This brief guide explains what the UK Parliament has just approved and what this means for businesses.

  1. What has happened
  2. What does this mean?
  3. What does the Withdrawal Agreement provide?
  4. What the Withdrawal Agreement fails to address
  5. The Political Declaration
  6. Conclusion

What has happened?

The European Union (Withdrawal Agreement) Bill 2019-20 was approved by the House of Commons on 9 January 2020 and by the House of Lords on 22 January 2020. The Bill became law when it was granted Royal Assent by the Queen on 23 January 2020. The Bill provides formal approval of the Withdrawal Agreement between the UK and the EU.

As a matter of formality, the European Parliament ratified the Withdrawal Agreement on 29 January 2020.

What does this mean?

The UK will now enter the so called ‘implementation’ or ‘transition’ period on the date on which it leaves the EU, being 11pm GMT on 31 January 2020.

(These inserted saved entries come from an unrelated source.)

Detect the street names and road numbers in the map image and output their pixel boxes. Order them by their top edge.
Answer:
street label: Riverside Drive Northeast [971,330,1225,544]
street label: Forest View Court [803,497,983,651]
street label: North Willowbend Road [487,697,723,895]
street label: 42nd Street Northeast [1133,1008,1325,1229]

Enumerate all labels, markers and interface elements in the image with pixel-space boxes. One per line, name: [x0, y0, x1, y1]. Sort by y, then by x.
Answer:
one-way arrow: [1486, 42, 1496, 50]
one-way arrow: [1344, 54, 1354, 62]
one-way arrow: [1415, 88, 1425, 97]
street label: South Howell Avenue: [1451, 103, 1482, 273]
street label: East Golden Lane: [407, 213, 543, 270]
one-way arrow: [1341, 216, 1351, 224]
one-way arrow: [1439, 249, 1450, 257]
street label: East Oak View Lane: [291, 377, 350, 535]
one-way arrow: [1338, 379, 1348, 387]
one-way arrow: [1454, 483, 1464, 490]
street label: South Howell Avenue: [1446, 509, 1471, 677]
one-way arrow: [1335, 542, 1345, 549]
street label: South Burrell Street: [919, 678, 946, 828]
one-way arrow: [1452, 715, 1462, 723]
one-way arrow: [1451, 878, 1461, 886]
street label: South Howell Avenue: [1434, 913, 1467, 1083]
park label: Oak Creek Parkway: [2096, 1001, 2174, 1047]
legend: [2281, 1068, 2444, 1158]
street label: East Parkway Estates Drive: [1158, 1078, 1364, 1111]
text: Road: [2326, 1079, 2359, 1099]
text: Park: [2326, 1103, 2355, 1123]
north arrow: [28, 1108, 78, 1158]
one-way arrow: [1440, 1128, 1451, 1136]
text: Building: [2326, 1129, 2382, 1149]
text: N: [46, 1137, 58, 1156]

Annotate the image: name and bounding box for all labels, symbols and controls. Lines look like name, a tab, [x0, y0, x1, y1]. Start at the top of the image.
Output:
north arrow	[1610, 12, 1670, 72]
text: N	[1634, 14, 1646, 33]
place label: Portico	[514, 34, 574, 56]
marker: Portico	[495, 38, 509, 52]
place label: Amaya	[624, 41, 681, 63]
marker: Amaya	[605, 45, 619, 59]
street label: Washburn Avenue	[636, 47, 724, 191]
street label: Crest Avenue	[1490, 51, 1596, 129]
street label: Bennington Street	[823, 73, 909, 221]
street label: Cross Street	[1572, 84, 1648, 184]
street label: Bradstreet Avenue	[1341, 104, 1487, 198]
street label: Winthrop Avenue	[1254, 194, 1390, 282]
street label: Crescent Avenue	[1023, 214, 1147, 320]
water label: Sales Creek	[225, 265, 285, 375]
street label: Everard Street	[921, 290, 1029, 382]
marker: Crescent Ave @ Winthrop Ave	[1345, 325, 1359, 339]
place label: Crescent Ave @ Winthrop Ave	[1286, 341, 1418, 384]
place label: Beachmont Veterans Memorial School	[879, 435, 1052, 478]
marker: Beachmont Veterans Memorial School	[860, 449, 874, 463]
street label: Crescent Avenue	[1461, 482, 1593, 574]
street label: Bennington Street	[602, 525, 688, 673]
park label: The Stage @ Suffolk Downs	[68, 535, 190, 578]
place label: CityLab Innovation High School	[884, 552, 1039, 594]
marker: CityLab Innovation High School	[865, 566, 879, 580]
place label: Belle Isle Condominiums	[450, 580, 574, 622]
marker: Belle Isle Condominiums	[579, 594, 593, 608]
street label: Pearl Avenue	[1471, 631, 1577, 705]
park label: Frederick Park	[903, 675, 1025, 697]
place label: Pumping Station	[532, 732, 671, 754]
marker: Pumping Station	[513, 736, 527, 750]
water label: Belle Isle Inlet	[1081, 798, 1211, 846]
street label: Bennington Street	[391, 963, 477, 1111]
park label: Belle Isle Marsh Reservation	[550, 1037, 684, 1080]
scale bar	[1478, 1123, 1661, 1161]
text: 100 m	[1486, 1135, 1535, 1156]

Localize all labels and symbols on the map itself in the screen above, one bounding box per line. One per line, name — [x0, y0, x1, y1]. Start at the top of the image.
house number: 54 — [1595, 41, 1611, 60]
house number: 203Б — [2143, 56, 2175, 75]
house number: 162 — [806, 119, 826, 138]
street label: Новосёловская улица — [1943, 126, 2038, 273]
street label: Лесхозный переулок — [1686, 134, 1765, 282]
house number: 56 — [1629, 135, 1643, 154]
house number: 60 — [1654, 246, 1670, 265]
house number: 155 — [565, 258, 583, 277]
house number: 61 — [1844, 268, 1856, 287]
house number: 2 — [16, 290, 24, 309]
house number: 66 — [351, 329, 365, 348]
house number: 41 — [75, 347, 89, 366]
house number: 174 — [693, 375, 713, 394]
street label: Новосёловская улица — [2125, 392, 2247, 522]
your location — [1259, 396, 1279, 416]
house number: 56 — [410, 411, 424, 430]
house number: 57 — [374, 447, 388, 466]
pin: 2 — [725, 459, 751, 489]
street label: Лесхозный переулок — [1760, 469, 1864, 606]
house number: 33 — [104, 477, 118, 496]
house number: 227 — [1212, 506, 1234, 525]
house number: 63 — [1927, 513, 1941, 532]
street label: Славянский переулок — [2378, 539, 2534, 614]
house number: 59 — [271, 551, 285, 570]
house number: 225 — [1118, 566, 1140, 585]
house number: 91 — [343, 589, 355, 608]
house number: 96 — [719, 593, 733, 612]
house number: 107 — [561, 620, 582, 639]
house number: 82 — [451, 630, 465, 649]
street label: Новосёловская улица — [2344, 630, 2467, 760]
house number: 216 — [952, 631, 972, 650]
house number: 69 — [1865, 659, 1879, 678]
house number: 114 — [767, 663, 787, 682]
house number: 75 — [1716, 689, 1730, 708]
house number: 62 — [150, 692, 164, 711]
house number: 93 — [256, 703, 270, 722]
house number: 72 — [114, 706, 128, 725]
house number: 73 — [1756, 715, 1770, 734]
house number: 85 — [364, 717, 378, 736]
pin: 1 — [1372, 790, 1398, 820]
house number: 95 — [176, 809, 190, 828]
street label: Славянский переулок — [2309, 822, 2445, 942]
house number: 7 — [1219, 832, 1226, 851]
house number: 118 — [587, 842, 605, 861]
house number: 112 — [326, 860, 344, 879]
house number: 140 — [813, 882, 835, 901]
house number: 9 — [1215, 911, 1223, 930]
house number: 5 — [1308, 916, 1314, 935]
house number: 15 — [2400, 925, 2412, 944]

The transition period is intended to allow the UK more time to negotiate the terms of its future relationship with the EU and enables businesses to prepare for the changes which they need to make post Brexit.

The transition period is expected to end on 31 December 2020. There is a possibility to extend the transition period for up to a further two years, but this is unlikely to be a viable option given the UK political optics of another delay. At the present time if there is to be an extension this must be requested by the UK by 30 June 2020.  

What does the Withdrawal Agreement provide?

The Withdrawal Agreement provides a basic framework for the UK’s exit from the EU. Its main provisions cover the transition period, financial settlement and citizen’s rights.

So what happens now is:

  1. With effect from 31 January 2020, the UK ceases to be an EU member state.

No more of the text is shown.